To answer those questions, we looked in depth at nearly 50 evaluations commissioned by our program staff between 2009 and 2016 to inform grantmaking practice. We found that:
Evaluation quality has improved over time. We define quality based on our evaluation principles and practices; it includes clarity of purpose, rigorous and relevant methodology, engagement of grantees, and several other criteria.
Our evaluations are valuable and used in multiple ways. More than half (52%) are used in grant and grantee-level decisions.
Spending on evaluation has nearly doubled. We’re now at 1.3% of grantmaking—but we did not meet our target of 2%. The foundation set this benchmark level of funding in 2013, with the goal of increasing the utility and value of evaluations for more effective grantmaking.
Higher-quality evaluations cost more, but other factors also contribute to better evaluations. For example, when staff invest sufficient time at key points—such as when structuring the evaluation plan, engaging in discussion around data, and adapting reports for specific audiences—there is payoff in terms of the overall evaluation experience and utility.
We have increased grantee engagement since 2013, but we can do better. Currently, one in four evaluations engage grantees in all three phases of an evaluation—planning, implementing, and interpreting results.

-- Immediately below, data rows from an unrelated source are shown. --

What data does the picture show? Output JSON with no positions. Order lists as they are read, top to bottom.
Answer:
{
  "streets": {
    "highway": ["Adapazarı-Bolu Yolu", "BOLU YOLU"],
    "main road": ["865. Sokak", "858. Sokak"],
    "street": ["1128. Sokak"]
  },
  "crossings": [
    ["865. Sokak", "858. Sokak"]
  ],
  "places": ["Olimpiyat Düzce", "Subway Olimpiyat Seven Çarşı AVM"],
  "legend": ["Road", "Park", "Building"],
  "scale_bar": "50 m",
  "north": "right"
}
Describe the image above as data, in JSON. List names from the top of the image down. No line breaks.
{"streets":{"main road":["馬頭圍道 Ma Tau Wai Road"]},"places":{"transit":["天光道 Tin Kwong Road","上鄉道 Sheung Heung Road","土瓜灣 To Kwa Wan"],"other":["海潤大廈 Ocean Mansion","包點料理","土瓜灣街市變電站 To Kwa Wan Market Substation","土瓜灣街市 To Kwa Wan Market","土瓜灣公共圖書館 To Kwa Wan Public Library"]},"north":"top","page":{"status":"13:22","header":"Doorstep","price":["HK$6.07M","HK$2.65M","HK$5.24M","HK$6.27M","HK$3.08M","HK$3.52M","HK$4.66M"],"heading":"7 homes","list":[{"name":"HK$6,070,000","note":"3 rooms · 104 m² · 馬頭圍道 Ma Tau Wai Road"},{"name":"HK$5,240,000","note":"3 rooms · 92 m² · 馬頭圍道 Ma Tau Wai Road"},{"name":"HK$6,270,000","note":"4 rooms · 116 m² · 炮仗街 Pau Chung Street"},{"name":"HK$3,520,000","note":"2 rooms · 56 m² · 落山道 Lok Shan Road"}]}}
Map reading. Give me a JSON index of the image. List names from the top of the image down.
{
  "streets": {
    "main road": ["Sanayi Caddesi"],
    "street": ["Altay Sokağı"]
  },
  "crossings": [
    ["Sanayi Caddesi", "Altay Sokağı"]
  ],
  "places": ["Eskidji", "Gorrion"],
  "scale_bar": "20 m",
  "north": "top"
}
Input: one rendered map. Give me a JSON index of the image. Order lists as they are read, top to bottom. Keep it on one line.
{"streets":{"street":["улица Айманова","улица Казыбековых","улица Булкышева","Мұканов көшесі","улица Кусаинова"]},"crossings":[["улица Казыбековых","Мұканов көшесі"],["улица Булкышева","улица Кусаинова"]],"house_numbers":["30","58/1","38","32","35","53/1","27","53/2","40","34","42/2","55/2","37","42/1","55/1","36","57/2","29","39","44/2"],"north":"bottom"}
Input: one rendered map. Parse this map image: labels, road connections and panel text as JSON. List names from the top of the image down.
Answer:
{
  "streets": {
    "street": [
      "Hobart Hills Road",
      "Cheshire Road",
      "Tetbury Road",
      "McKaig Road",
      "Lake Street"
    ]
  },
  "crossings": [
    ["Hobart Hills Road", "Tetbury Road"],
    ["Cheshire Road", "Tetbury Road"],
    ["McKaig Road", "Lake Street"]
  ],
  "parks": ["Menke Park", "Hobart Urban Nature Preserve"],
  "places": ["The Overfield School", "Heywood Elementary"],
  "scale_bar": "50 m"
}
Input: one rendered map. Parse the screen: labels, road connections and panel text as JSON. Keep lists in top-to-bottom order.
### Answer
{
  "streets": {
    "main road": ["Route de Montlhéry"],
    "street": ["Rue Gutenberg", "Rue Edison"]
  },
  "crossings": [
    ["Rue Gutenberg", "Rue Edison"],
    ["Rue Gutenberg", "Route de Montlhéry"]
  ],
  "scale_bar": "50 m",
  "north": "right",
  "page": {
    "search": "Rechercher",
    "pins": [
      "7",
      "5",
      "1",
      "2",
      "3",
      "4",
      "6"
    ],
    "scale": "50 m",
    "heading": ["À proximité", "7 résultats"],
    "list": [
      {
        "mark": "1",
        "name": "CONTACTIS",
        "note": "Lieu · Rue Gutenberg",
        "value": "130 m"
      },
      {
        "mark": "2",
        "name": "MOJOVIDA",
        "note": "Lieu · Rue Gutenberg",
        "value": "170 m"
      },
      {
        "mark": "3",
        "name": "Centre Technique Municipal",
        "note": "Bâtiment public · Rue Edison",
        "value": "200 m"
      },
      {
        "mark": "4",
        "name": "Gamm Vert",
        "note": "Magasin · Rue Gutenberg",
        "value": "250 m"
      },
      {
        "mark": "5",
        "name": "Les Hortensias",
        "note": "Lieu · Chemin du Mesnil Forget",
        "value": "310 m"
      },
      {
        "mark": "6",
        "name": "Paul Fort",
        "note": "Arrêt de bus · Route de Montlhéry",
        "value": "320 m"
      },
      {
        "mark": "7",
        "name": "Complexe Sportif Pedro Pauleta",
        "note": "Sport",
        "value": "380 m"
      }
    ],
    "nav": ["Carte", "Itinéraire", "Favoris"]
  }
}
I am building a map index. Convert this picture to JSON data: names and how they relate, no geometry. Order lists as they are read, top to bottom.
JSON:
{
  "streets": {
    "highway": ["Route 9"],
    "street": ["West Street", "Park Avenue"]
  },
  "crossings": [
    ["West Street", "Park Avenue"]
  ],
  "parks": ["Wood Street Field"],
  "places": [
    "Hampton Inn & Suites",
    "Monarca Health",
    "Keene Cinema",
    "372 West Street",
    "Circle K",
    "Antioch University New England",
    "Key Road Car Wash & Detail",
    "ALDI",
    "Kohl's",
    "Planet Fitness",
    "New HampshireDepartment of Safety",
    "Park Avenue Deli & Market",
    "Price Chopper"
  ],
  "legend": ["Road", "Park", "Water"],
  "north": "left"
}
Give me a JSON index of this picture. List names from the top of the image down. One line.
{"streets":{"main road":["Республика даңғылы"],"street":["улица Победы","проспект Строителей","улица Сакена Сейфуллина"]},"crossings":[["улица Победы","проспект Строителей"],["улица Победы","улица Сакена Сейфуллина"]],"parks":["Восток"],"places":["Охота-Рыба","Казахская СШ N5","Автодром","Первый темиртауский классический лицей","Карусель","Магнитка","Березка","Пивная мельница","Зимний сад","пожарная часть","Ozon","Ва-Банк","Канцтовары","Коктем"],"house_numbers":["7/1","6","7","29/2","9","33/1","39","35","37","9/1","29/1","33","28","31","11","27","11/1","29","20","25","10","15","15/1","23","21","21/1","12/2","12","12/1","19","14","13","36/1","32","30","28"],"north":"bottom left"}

Evaluations are being shared more than in the past, but there’s room to improve. While about three out of four evaluations were shared with targeted external audiences – through webinars or workshops with selected grantees and other funders, for example – broader, public sharing happens less often. About 45% of the foundation’s evaluations conducted from 2013 to 2016 are publicly available, up from 29% in the prior three-year period.